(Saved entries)
···
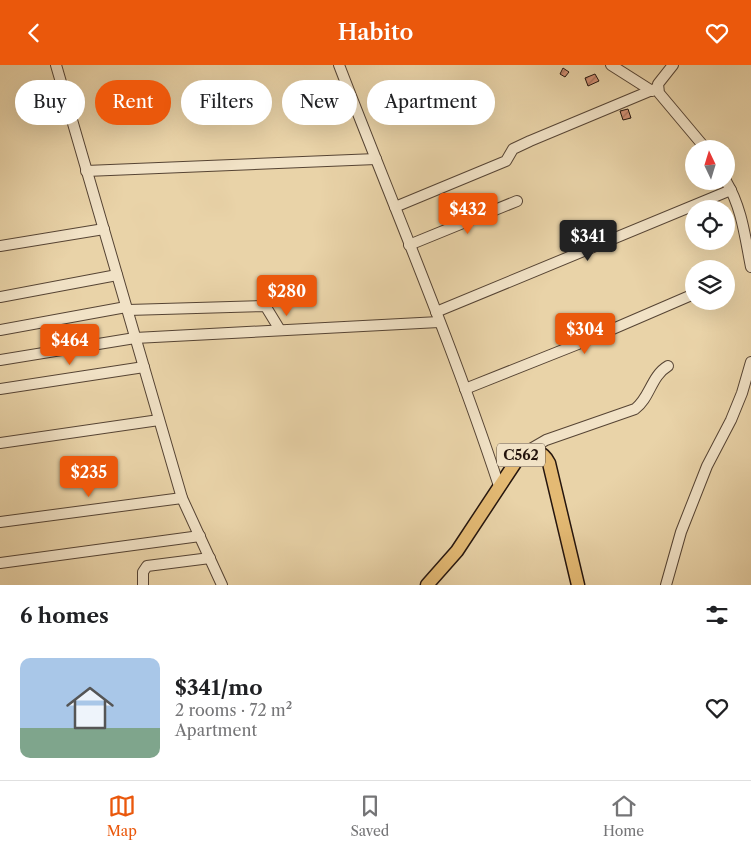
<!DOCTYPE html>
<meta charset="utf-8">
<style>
body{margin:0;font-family:"Libre Caslon Text",serif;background:#f6f6f6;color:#202124;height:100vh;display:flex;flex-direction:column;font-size:19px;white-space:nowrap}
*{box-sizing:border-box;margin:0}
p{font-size:16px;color:#757577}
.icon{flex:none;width:28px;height:28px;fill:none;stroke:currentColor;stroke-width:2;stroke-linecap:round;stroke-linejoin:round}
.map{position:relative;height:520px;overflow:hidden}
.details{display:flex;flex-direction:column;background:#fff;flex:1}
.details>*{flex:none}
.guide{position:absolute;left:15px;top:15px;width:500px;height:45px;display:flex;gap:10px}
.needle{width:32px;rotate:356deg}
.tools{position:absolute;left:685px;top:75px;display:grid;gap:10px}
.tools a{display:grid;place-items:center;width:50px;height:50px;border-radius:50%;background:#fff;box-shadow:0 5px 20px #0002;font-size:25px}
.price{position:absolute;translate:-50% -42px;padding:0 11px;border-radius:5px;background:#ea580c;color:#fff;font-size:16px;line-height:32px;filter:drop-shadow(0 1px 2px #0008)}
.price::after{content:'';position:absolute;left:50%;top:30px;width:15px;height:11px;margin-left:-8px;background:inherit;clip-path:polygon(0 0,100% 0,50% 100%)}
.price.on{background:#222;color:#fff}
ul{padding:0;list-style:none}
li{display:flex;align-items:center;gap:15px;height:125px;padding:0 20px}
li span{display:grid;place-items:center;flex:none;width:140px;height:100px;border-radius:10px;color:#555}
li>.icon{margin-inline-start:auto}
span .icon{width:60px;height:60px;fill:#fffc;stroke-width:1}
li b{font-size:21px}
h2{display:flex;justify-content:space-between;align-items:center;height:60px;padding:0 20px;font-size:21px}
.tag{padding:0 18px;border-radius:22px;background:#fff;box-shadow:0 5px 20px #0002;font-size:18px;line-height:45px}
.tag.on{background:#ea580c;color:#fff}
header{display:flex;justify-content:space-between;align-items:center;height:65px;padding:0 20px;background:#ea580c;color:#fff;font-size:22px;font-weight:600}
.dock{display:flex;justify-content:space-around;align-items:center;height:70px;border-top:1px solid #e0e0e0;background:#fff;font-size:14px;color:#757577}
.dock a{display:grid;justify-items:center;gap:2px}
.dock .on{color:#ea580c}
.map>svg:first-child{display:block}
.building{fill:url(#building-hatch);stroke:#25150e}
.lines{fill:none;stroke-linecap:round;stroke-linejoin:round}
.minor-casing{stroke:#564434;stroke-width:12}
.major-casing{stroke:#25150e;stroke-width:15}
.minor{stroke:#f1e2c6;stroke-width:10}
.major{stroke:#e4ba74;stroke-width:12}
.labels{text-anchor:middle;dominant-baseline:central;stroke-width:4.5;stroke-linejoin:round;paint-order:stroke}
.shield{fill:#f1e2c6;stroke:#625245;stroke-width:1}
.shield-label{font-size:14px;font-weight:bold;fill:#25150e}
</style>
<header><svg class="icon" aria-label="back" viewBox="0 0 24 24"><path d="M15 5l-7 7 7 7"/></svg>Habito<svg class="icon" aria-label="heart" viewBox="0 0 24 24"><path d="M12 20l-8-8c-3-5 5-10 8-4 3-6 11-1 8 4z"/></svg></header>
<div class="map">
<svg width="751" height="520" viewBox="0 0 751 520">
<defs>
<pattern id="building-hatch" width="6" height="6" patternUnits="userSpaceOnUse" patternTransform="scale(1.25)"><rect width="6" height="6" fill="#d28f73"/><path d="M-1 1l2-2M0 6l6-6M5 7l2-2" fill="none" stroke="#aa745d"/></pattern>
</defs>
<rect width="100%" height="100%" fill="#e9d3a8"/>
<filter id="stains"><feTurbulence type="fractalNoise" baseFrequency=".004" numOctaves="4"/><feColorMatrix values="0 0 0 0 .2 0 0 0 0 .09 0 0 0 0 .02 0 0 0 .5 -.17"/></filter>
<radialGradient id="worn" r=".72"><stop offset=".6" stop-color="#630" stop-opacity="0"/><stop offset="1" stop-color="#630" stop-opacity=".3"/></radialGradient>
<g class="building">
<polygon points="563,3 569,7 565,12 560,9"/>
<polygon points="595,9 599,16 588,21 585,13"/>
<polygon points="628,44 631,53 623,55 620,46"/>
</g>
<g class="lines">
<defs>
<g id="minor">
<polyline points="56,0 182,433 222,520"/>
<path d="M339 0C393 140 452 278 499 421"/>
<polyline points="611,0 652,26"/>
<polyline points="673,0 658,19 659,28 706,84"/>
<polyline points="86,106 376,94"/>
<path d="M726 116C742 143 745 172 751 202"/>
<polyline points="395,142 506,96 513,84 530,76 657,23"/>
<polyline points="409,180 517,136"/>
<polyline points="0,181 104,164"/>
<polyline points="0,232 117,210"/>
<polyline points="128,245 263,241 266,242 280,265"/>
<polyline points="436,247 731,125"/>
<polyline points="0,265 126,242"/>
<polyline points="0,295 135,273 439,257"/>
<polyline points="0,324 144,302"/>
<polyline points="465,324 578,279 694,229"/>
<polyline points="0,378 159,355"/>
<path d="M527 386 546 375 635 344C650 333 651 311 668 301"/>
<polyline points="0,457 182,433"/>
<polyline points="0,498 200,471"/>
<polyline points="143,520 143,507 147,501 210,493"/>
<polyline points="666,520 681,467 707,401 731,355 742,328 751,297"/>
</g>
<path id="major" d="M427 520 457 486 521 389C532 383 543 386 549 398L578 520"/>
</defs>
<use href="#minor" class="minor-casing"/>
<use href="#major" class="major-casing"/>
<use href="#minor" class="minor"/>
<use href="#major" class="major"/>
</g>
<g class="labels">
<rect class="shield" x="497" y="378.5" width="48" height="23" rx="4"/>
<g class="shield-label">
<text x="521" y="390">C562</text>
</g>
</g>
<rect width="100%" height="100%" filter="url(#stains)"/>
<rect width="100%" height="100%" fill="url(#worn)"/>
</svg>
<div class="tools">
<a><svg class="needle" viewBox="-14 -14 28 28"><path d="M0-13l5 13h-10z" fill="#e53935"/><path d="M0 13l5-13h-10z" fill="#757577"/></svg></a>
<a><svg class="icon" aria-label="locate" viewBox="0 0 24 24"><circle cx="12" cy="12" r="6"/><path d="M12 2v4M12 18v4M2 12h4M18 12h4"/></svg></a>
<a><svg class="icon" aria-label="layers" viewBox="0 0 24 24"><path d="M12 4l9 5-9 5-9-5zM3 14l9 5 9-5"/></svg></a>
</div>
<b class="price" style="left:468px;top:170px">$432</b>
<b class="price on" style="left:588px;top:197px">$341</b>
<b class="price" style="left:287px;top:252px">$280</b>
<b class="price" style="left:585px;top:290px">$304</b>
<b class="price" style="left:70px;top:301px">$464</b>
<b class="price" style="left:89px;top:433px">$235</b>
<div class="guide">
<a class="tag">Buy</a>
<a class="tag on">Rent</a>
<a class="tag">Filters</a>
<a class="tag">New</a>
<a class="tag">Apartment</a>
</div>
</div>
<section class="details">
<h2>6 homes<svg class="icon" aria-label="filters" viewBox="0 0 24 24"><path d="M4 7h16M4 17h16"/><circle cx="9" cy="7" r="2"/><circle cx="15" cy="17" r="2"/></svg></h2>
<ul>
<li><span style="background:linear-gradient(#a9c7e8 70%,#7fa58c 0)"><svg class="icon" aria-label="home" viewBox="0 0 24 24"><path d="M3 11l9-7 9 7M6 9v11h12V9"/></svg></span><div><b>$341/mo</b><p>2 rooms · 72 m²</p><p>Apartment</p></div><svg class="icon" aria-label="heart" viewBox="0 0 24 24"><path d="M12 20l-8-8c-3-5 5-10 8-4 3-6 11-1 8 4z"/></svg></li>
</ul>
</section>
<nav class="dock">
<a class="on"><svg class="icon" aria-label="map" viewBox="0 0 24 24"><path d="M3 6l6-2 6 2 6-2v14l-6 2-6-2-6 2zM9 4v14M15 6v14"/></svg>Map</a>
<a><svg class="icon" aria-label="saved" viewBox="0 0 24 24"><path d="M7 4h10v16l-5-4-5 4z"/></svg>Saved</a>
<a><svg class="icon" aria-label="home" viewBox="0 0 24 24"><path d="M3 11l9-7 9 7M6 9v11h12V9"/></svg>Home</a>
</nav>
···
What is expected | Beginning at the line that holds "6 2 6-2v14l-6", reproduce the lines exactly up to and including the final line of the entries.

Written answer |
<a class="on"><svg class="icon" aria-label="map" viewBox="0 0 24 24"><path d="M3 6l6-2 6 2 6-2v14l-6 2-6-2-6 2zM9 4v14M15 6v14"/></svg>Map</a>
<a><svg class="icon" aria-label="saved" viewBox="0 0 24 24"><path d="M7 4h10v16l-5-4-5 4z"/></svg>Saved</a>
<a><svg class="icon" aria-label="home" viewBox="0 0 24 24"><path d="M3 11l9-7 9 7M6 9v11h12V9"/></svg>Home</a>
</nav>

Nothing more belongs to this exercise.